(Collected data entries)
=======

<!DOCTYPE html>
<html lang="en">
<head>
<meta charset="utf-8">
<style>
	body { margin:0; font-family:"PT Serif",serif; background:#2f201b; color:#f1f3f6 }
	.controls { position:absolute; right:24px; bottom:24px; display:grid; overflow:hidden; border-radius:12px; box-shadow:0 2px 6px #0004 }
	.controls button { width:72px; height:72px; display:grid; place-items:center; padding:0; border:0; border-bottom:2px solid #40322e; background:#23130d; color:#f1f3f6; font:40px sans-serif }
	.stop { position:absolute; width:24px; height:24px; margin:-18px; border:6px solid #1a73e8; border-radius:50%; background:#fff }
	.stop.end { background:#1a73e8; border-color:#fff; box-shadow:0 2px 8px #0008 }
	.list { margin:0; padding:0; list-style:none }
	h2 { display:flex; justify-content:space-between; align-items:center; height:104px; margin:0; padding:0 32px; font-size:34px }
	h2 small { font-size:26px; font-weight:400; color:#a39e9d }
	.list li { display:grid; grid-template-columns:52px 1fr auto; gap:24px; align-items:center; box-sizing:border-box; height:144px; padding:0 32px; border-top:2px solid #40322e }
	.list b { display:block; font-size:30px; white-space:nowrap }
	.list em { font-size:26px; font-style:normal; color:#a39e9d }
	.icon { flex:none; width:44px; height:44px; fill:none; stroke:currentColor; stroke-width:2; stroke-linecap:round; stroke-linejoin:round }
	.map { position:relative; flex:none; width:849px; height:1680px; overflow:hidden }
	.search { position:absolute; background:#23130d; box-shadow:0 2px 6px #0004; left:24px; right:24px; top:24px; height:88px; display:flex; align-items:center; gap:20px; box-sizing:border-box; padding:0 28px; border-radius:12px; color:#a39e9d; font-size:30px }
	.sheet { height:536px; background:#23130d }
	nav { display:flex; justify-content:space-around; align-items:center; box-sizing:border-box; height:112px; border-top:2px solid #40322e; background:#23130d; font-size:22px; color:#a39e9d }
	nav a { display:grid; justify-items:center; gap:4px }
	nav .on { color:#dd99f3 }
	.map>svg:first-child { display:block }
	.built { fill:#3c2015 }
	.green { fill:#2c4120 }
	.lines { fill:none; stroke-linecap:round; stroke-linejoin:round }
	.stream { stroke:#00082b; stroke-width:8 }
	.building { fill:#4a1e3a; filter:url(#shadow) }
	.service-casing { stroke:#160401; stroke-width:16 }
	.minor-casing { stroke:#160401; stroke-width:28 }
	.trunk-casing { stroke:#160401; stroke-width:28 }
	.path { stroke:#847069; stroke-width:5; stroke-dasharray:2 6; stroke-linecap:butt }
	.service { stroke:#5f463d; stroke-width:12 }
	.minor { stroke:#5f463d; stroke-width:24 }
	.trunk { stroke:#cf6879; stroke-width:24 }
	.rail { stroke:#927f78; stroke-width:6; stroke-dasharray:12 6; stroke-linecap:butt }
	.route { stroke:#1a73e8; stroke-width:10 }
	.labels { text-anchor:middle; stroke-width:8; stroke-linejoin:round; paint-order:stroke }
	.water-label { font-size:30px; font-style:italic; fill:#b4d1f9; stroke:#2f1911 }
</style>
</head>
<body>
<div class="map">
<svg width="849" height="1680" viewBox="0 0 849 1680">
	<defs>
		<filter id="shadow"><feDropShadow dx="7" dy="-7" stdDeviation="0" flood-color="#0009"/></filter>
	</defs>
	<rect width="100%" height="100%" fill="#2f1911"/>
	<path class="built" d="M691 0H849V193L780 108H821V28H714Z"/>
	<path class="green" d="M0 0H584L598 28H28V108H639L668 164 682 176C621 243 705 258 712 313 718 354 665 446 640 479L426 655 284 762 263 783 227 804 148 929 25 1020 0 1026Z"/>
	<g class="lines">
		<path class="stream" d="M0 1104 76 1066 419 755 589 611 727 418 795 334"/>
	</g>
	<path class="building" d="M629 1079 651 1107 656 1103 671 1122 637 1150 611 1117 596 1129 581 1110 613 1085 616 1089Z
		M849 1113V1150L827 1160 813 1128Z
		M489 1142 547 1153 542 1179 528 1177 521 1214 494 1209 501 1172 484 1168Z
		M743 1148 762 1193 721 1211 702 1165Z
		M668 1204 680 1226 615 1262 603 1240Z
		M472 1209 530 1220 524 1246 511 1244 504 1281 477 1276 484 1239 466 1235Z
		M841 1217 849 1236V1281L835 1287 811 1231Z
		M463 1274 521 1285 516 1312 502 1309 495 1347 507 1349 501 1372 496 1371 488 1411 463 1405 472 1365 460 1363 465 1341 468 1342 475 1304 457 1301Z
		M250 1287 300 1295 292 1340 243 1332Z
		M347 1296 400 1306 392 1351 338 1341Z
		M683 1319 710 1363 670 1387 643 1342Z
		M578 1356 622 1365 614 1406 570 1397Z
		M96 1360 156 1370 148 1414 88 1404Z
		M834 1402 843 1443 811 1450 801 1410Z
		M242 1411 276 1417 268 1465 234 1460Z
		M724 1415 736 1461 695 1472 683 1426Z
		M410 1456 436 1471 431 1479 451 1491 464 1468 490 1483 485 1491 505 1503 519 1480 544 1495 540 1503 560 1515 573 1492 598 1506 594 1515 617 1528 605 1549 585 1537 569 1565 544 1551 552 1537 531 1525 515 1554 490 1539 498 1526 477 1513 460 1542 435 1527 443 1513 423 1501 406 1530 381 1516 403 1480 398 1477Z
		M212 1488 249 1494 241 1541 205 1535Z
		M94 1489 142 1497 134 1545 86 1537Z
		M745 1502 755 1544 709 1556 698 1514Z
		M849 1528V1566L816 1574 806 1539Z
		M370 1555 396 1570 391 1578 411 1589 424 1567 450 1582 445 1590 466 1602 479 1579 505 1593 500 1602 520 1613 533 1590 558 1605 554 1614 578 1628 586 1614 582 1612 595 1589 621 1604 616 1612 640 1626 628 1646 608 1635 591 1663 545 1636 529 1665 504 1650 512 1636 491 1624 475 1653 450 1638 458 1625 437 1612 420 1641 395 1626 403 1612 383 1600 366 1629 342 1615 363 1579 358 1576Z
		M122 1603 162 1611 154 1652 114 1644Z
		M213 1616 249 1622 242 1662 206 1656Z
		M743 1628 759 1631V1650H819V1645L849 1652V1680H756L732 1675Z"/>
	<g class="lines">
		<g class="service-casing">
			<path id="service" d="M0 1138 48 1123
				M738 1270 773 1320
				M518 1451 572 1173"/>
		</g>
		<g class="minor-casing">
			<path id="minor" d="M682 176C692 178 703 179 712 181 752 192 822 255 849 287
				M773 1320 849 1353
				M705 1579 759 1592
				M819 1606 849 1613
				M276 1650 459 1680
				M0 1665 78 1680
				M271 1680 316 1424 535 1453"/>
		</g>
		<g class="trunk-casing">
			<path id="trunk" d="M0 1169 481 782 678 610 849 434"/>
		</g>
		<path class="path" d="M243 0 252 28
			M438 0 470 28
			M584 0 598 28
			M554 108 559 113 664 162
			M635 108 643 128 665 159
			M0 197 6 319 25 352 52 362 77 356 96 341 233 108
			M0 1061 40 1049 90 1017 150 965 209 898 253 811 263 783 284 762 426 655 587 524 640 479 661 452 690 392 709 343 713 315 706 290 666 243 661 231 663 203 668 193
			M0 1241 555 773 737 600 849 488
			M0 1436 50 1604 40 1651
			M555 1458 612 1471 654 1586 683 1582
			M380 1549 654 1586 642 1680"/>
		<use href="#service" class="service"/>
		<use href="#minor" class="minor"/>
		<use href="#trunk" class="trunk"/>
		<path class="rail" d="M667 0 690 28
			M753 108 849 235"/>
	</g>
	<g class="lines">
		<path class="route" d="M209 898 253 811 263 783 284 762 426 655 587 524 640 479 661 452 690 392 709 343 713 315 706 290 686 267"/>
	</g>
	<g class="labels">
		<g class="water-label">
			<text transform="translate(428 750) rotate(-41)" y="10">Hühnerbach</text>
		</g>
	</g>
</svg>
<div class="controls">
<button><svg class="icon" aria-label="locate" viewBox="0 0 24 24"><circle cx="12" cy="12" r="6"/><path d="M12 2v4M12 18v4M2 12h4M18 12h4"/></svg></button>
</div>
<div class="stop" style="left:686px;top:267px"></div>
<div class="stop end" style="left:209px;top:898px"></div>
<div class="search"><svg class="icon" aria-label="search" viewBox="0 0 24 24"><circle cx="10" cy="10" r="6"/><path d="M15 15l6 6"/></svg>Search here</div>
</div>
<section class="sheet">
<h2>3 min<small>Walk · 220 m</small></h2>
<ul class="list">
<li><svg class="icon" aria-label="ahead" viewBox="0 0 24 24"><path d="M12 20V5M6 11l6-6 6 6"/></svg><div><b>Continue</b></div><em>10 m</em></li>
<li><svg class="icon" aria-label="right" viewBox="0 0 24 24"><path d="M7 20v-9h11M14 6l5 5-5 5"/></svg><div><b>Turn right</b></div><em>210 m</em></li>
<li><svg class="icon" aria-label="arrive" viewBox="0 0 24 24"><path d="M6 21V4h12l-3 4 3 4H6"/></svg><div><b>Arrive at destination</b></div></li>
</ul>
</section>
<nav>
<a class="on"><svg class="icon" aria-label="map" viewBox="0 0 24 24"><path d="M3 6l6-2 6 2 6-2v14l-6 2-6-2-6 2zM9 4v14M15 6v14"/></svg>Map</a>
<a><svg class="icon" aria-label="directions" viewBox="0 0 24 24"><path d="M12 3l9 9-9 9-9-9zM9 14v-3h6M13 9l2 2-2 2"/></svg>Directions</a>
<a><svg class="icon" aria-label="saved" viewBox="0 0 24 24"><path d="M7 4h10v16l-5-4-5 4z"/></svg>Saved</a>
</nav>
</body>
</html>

=======

WHAT IS NEEDED.
Across the entries above, find the lines with the string "bottom" and copy them.

RESPONSE AREA.
	.controls { position:absolute; right:24px; bottom:24px; display:grid; overflow:hidden; border-radius:12px; box-shadow:0 2px 6px #0004 }
	.controls button { width:72px; height:72px; display:grid; place-items:center; padding:0; border:0; border-bottom:2px solid #40322e; background:#23130d; color:#f1f3f6; font:40px sans-serif }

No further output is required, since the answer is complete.